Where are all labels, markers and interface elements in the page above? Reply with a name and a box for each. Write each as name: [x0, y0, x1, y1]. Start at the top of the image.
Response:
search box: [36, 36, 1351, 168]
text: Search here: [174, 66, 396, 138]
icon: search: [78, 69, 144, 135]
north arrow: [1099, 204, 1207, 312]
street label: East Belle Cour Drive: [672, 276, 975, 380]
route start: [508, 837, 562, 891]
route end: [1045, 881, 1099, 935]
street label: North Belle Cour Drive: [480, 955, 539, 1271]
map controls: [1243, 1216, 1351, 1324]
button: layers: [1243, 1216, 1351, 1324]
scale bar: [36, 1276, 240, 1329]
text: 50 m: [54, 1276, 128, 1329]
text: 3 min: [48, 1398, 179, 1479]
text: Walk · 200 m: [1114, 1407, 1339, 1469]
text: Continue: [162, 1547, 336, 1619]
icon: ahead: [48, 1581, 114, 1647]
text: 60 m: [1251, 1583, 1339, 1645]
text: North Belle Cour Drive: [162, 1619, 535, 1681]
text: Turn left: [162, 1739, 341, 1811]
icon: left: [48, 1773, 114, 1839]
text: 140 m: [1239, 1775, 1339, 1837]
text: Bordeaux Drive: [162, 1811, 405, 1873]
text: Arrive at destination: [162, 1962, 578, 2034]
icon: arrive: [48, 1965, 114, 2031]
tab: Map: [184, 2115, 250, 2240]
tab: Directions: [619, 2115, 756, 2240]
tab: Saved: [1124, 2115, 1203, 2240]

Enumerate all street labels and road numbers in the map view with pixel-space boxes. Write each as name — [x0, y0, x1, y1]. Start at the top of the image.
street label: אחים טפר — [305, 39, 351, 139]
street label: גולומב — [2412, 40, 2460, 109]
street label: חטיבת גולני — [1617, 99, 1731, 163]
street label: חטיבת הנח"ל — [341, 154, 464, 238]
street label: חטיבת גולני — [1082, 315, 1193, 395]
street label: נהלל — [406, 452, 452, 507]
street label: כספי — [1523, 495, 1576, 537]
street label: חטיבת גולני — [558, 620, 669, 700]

### What you are asked to do
Produce the entries again, character for character.

### Response box
Where are all labels, markers and interface elements in the page above? Reply with a name and a box for each. Write each as name: [x0, y0, x1, y1]. Start at the top of the image.
Response:
search box: [36, 36, 1351, 168]
text: Search here: [174, 66, 396, 138]
icon: search: [78, 69, 144, 135]
north arrow: [1099, 204, 1207, 312]
street label: East Belle Cour Drive: [672, 276, 975, 380]
route start: [508, 837, 562, 891]
route end: [1045, 881, 1099, 935]
street label: North Belle Cour Drive: [480, 955, 539, 1271]
map controls: [1243, 1216, 1351, 1324]
button: layers: [1243, 1216, 1351, 1324]
scale bar: [36, 1276, 240, 1329]
text: 50 m: [54, 1276, 128, 1329]
text: 3 min: [48, 1398, 179, 1479]
text: Walk · 200 m: [1114, 1407, 1339, 1469]
text: Continue: [162, 1547, 336, 1619]
icon: ahead: [48, 1581, 114, 1647]
text: 60 m: [1251, 1583, 1339, 1645]
text: North Belle Cour Drive: [162, 1619, 535, 1681]
text: Turn left: [162, 1739, 341, 1811]
icon: left: [48, 1773, 114, 1839]
text: 140 m: [1239, 1775, 1339, 1837]
text: Bordeaux Drive: [162, 1811, 405, 1873]
text: Arrive at destination: [162, 1962, 578, 2034]
icon: arrive: [48, 1965, 114, 2031]
tab: Map: [184, 2115, 250, 2240]
tab: Directions: [619, 2115, 756, 2240]
tab: Saved: [1124, 2115, 1203, 2240]

Enumerate all street labels and road numbers in the map view with pixel-space boxes. Write each as name — [x0, y0, x1, y1]. Start at the top of the image.
street label: אחים טפר — [305, 39, 351, 139]
street label: גולומב — [2412, 40, 2460, 109]
street label: חטיבת גולני — [1617, 99, 1731, 163]
street label: חטיבת הנח"ל — [341, 154, 464, 238]
street label: חטיבת גולני — [1082, 315, 1193, 395]
street label: נהלל — [406, 452, 452, 507]
street label: כספי — [1523, 495, 1576, 537]
street label: חטיבת גולני — [558, 620, 669, 700]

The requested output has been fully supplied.